INFORMATION GIVEN »
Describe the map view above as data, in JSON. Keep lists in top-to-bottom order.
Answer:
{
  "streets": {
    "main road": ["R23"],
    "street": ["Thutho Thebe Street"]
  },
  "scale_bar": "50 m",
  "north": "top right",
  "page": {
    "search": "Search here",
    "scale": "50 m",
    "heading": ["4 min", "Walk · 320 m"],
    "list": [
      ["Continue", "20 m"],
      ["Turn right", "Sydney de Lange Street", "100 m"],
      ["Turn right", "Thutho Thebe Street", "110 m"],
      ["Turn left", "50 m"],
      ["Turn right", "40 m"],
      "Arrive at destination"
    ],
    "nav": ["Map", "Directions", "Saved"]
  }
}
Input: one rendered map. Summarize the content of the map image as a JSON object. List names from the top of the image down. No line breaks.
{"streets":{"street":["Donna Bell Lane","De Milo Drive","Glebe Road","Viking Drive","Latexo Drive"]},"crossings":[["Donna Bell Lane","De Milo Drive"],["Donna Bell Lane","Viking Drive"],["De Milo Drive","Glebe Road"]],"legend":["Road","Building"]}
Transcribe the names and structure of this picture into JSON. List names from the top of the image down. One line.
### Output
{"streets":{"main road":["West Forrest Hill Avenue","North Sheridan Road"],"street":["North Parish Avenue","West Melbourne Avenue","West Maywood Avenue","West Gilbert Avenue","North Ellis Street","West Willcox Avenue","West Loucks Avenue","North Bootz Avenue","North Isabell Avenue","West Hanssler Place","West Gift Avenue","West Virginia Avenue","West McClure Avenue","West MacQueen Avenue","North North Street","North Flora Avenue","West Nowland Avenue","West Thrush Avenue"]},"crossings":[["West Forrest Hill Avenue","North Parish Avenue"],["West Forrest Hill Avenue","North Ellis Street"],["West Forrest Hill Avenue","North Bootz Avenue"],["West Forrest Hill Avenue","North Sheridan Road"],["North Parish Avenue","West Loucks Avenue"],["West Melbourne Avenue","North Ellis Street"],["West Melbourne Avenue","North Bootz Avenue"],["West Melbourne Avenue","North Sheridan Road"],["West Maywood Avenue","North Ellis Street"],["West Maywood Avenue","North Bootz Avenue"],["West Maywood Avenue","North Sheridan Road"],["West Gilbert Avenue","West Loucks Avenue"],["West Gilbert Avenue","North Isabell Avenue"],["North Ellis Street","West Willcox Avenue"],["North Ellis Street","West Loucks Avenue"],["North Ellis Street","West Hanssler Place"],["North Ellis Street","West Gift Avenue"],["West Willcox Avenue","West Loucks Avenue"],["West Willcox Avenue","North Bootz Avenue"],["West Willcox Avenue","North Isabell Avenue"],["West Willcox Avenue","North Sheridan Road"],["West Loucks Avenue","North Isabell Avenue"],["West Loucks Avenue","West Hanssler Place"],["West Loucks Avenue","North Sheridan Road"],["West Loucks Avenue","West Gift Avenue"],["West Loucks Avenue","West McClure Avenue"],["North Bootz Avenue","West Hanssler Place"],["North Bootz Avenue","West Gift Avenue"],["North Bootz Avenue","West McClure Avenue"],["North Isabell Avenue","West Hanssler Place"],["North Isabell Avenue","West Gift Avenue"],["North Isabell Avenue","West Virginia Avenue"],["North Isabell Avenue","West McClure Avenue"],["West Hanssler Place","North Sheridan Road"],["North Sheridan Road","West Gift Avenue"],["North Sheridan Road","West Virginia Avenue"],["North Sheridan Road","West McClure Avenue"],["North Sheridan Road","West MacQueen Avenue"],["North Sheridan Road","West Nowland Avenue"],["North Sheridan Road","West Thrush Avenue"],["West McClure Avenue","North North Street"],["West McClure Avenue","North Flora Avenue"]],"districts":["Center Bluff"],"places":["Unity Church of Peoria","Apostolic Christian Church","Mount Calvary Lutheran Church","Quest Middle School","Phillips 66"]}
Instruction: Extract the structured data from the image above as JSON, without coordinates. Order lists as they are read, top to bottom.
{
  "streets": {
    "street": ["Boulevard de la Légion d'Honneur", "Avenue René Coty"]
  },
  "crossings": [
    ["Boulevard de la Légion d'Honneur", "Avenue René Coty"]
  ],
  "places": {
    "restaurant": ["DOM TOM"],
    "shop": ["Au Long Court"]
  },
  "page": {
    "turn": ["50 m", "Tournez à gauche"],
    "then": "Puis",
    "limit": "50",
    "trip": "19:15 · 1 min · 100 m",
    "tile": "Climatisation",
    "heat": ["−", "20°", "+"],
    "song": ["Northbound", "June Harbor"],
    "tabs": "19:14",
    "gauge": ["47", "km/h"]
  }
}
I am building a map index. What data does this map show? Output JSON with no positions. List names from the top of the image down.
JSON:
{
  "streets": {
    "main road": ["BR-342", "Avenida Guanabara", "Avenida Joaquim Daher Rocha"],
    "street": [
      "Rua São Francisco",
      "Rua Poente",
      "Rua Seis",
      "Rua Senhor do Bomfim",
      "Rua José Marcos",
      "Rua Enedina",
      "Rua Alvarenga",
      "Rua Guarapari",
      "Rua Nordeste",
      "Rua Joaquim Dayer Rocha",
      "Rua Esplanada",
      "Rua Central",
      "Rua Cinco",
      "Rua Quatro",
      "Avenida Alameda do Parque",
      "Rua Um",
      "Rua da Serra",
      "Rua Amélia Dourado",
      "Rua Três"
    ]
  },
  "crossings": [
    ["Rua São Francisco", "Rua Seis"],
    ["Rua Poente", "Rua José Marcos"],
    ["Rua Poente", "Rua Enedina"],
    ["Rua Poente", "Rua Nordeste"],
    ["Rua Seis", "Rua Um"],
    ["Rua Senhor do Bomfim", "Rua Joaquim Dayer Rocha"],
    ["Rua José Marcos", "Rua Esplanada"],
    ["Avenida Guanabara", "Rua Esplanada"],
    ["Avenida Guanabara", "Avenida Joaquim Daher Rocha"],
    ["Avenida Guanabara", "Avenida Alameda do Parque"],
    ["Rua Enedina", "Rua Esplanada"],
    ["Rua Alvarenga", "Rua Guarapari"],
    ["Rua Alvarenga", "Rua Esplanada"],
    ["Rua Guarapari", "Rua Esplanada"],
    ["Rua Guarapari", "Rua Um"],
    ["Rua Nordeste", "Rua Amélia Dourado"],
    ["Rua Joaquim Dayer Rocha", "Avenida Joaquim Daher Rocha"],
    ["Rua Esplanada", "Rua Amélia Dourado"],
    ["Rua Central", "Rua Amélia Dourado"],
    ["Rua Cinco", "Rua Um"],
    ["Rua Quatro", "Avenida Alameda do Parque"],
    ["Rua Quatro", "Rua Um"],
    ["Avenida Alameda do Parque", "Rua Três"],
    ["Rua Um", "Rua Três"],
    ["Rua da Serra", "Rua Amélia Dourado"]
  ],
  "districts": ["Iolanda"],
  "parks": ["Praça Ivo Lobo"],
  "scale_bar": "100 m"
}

TASK DESCRIPTION » Among the lines of the preceding listing, tally those that include "Honneur"; reply with the number alone.

RESULT FOR THIS TASK » 2